Gulfstream G650 production

 © Gulfstream

Gulfstream's large cabin aircraft backlog continues to be in what company officials consider the sweet spot of 18-24 months 

Donnelly is happy with the company's performance despite the lack of long-term insurance. Revenues increased by $236 million year-over-year and profit in the quarter was $33 million compared to a loss of $31 million in the third quarter of 2010. Helping revenue and profit was a "favourable mix" of the 47 aircraft delivered in the quarter, up from 26 in the same quarter of 2010. Cessna continues to maintain that it will likely achieve "a slight increase in deliveries" this year over the 178 business jets delivered in 2010, barring any further economic hiccups. An increase would signal a reversal of the downward trend from 2009 onwards following a decade of fairly consistent rising output. At the peak in 2008, Cessna delivered 466 business jets, dropping down to 289 in 2009, according to General Aviation Manufacturers Association (GAMA) statistics.
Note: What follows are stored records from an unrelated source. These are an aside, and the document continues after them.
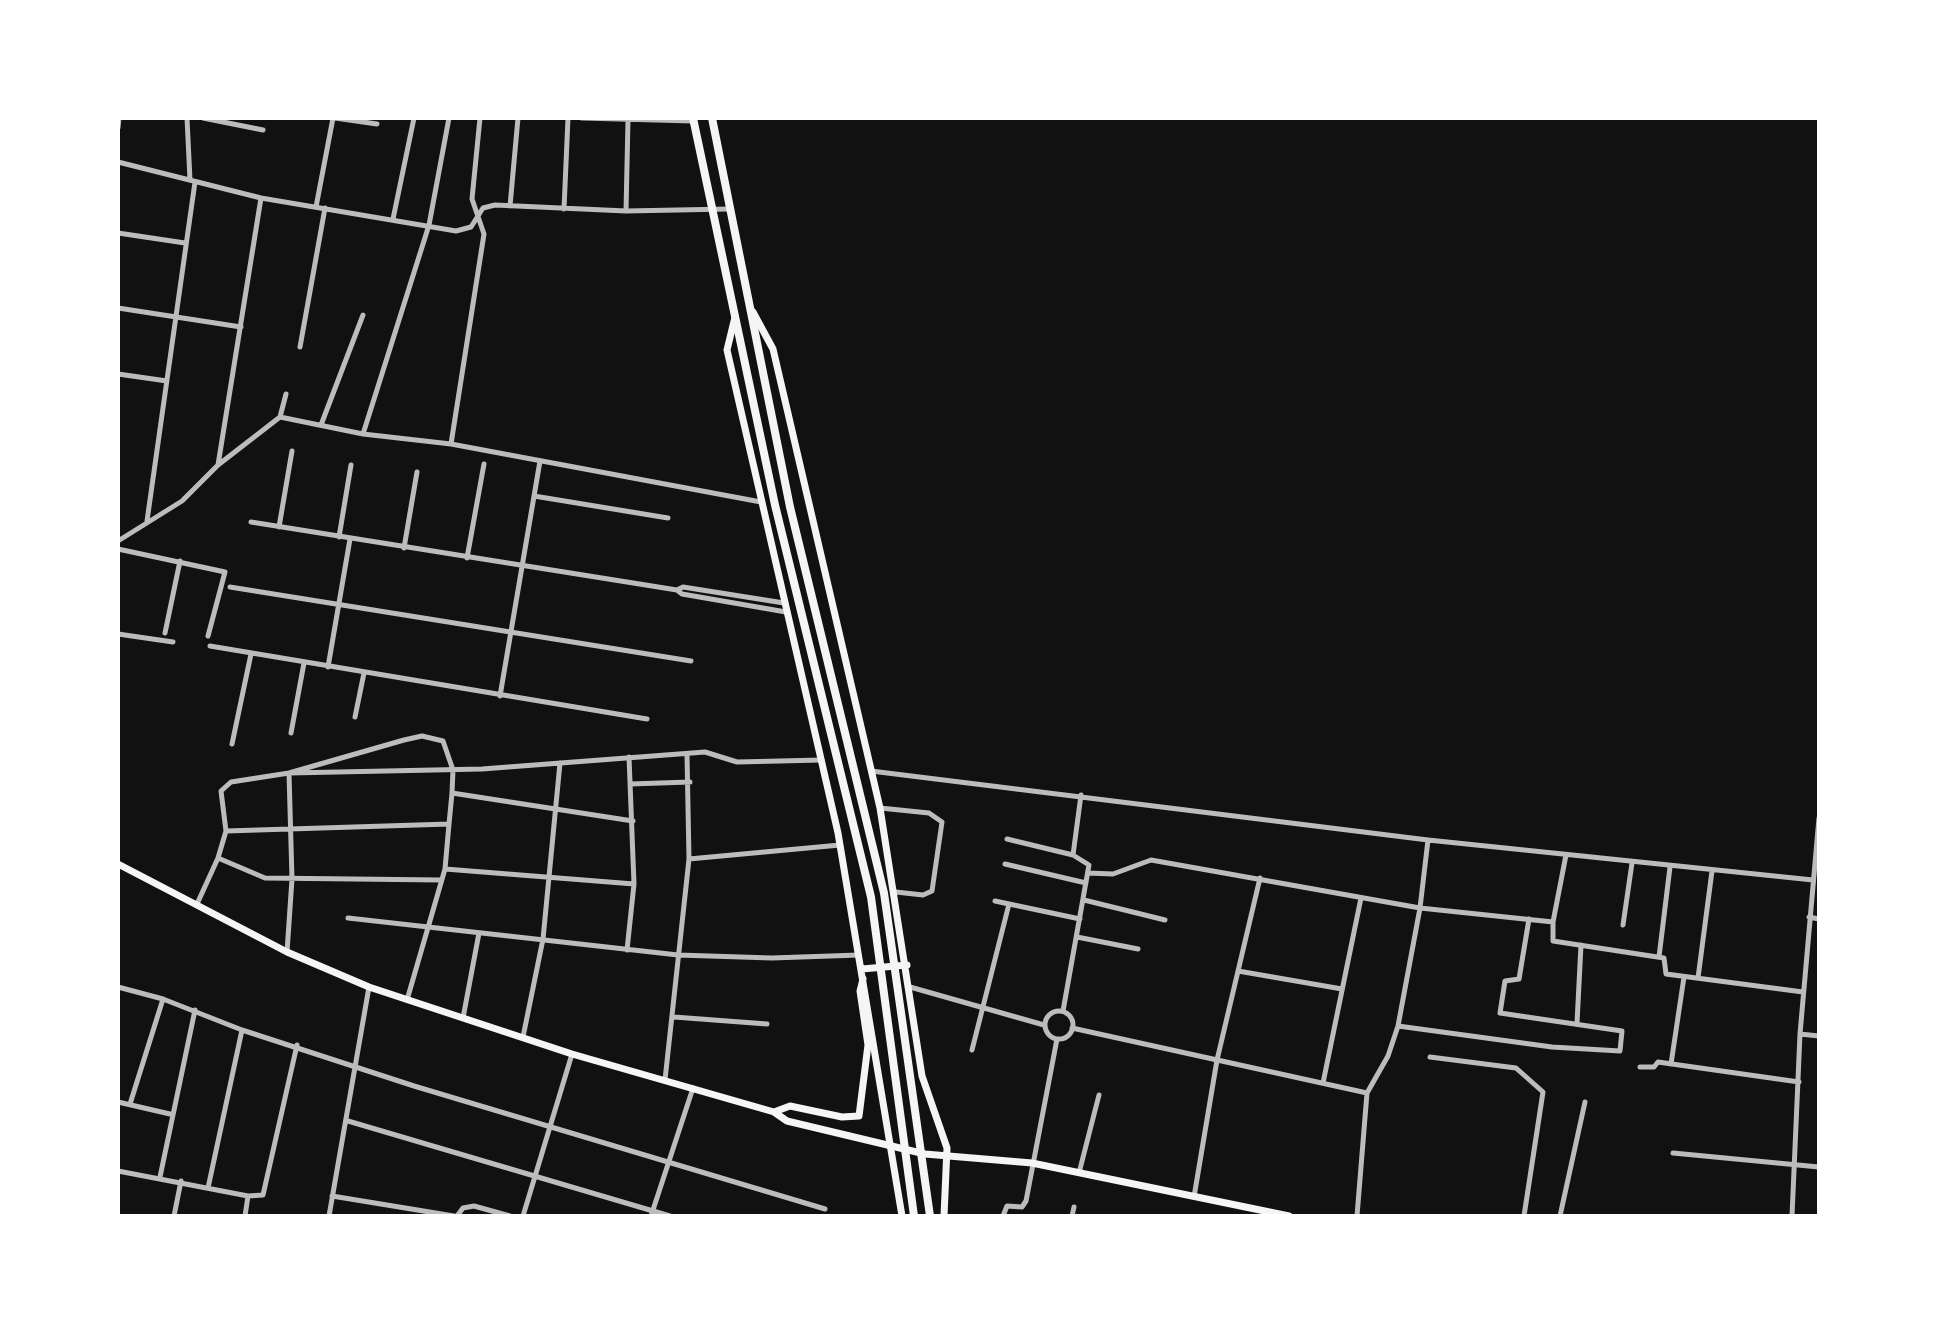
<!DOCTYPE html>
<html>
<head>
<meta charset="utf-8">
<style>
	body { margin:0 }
	#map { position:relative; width:1937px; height:1334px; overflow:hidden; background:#111; font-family:"Fira Sans",sans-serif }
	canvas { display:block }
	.frame { position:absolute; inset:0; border:120px solid #fff; pointer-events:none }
</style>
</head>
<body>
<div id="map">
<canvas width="1937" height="1334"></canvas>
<div class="frame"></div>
</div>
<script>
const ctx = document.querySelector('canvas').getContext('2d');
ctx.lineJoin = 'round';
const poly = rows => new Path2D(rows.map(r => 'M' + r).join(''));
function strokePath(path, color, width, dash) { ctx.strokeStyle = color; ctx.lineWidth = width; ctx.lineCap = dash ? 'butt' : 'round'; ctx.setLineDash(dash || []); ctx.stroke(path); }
strokePath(poly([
	[187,118,190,180],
	[203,118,263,130],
	[335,118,377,124],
	[582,118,693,121],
	[118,128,119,118],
	[118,162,261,198,456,231,471,227,483,208,495,205,626,211,729,209],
	[510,206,518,118],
	[316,207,333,118],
	[564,209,568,118],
	[626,211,628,120],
	[393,219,414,118],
	[118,233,185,243],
	[118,308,241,327],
	[300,347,325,208],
	[118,374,167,381],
	[280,417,363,434,451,444,761,502],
	[321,425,363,315],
	[363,434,429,225,449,118],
	[451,444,484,234,472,199,480,118],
	[218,465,261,198],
	[534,496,668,518],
	[147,521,195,182],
	[251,522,677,590,682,594,786,612],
	[279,527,292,451],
	[339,537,351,465],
	[118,541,182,501,218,465,280,417,286,394],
	[404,548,417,472],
	[118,549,225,572,208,636],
	[467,558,484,464],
	[230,587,691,661],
	[677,590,683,587,784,603],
	[165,633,180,561],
	[118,634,173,642],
	[210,646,647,719],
	[328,667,350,539],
	[500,696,540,461],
	[355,717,364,673],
	[291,733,304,663],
	[232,744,251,654],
	[871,771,1428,840,1813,880],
	[630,784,690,782],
	[452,793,633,821],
	[880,808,929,813,942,822,932,891,923,895,896,892],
	[1007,839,1073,855],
	[218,858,265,878,441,880],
	[689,859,840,845],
	[1005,864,1086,883],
	[445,869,634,884],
	[1088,873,1113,874,1151,860,1420,908,1553,922,1553,941,1664,958,1666,974,1803,992],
	[1084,900,1165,920],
	[995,901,1080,919],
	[197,904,218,858,226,831],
	[1809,917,1819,919],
	[348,918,678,955,772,958,859,955],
	[1553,922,1566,855],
	[1623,925,1632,863],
	[1077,937,1138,949],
	[627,950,634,884,629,757],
	[287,952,292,879,289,773,482,769,705,752,737,762,822,760],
	[1659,957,1670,867],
	[1238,971,1342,989],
	[1698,978,1712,871],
	[118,987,163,999,242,1030,414,1086,825,1209],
	[910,987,1044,1025],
	[407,1000,445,869,449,824,452,793,453,770,443,741,422,736,404,740,289,773,231,782,221,791,226,831,449,824],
	'1045 1025a14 14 0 1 1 28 0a14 14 0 1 1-28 0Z',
	[1063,1011,1089,865,1073,855,1081,795],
	[674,1017,767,1024],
	[463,1018,479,933],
	[1577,1023,1581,945],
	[1398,1026,1552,1047,1620,1051,1622,1031,1500,1013,1505,981,1519,979,1529,919],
	[1072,1028,1367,1093],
	[1800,1034,1819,1036],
	[523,1037,543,939,560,763],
	[972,1050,1009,904],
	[1430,1057,1516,1068,1543,1092,1524,1216],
	[1671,1064,1684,977],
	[1640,1067,1654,1067,1658,1062,1799,1082],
	[665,1080,689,859,687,755],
	[1323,1083,1361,898],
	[118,1102,170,1114],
	[130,1104,163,999],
	[348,1121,670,1216],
	[1673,1153,1819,1167],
	[118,1171,248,1196,263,1195,297,1045],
	[1079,1173,1099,1095],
	[160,1177,195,1010],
	[208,1188,242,1030],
	[332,1196,454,1216],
	[1194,1197,1217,1060,1260,878],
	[174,1216,181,1181],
	[245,1216,248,1196],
	[329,1216,369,987],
	[457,1216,463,1208,474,1206,510,1216],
	[523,1216,572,1054],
	[651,1216,693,1088],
	[1003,1216,1007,1206,1022,1207,1026,1201,1057,1039],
	[1072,1216,1074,1207],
	[1357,1216,1367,1093,1388,1056,1398,1026,1420,908,1428,840],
	[1560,1216,1585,1102],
	[1792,1216,1800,1034,1819,818]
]), '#bcbcbc', 5);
strokePath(poly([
	[118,864,287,952,369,987,572,1054,774,1112,787,1121,925,1154,1032,1163,1289,1216],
	[774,1112,790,1106,842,1117,859,1116,868,1045,860,991,863,979]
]), '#f5f5f5', 7);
strokePath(poly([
	[753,312,773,349,880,808,922,1076,947,1148,944,1216],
	[735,317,727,350,838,833,902,1216],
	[862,969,907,965]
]), '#f5f5f5', 7);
strokePath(poly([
	[693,118,775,505,871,897,914,1216],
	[712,118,790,507,884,893,930,1216]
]), '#f5f5f5', 8);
</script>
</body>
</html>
Donnelly says the book-to-bill ratio at Cessna remains below 1, but could potentially rise to 1 in the fourth quarter, a trend that would lead to more backlog in the future if it continues.

By contrast, Gulfstream's book-to-bill ratio for its signature large cabin aircraft is a strong 1.5 and its $18.6 billion backlog has the company working at sustainable rates for another 18-24 months. The backlog includes more than 200 of the new $65 million G650 ultra long-range business jets for which the company expects to receive provisional certification in November, followed by entry into service in the second quarter 2012.

Jay Johnson, chief executive of Gulfstream parent General Dynamics, reported sales of $1.4 billion in the third quarter, an increase from the second quarter. Although the Asia-Pacific region accounts for 50% of its third-quarter order book, Johnson says Gulfstream is seeing a "gradual return" of the Fortune 500 customers from North America.

Cessna Citation CJ4,

 © Cessna

Cessna, which specialises in the light to midsize business jet segment, is working quarter to quarter

Assuming it receives provisional certification for the G650 this month as planned, Gulfstream says it will deliver 10-12 G650s and a total of 80 large cabin jets this year, along with 15-20 of its mid-cabin G150 and G200 jets. Like Cessna, Gulfstream saw a plunge in its smaller aircraft deliveries after the downturn, dropping from 68 deliveries in 2008 to 19 in 2009. The company delivered 24 of its midsize aircraft in 2010, according the GAMA figures.

Johnson also reported that the new $24 million G280 midsize jet, which will ultimately replace the G200, will be delayed somewhat due to needed "software upgrades". In October, Gulfstream had said the G280 would enter into service this year following Israeli and US Federal Aviation Administration (FAA) certification. Johnson said only Israel certification will occur this year, with the FAA nod and entry into service coming in the "first part of 2012".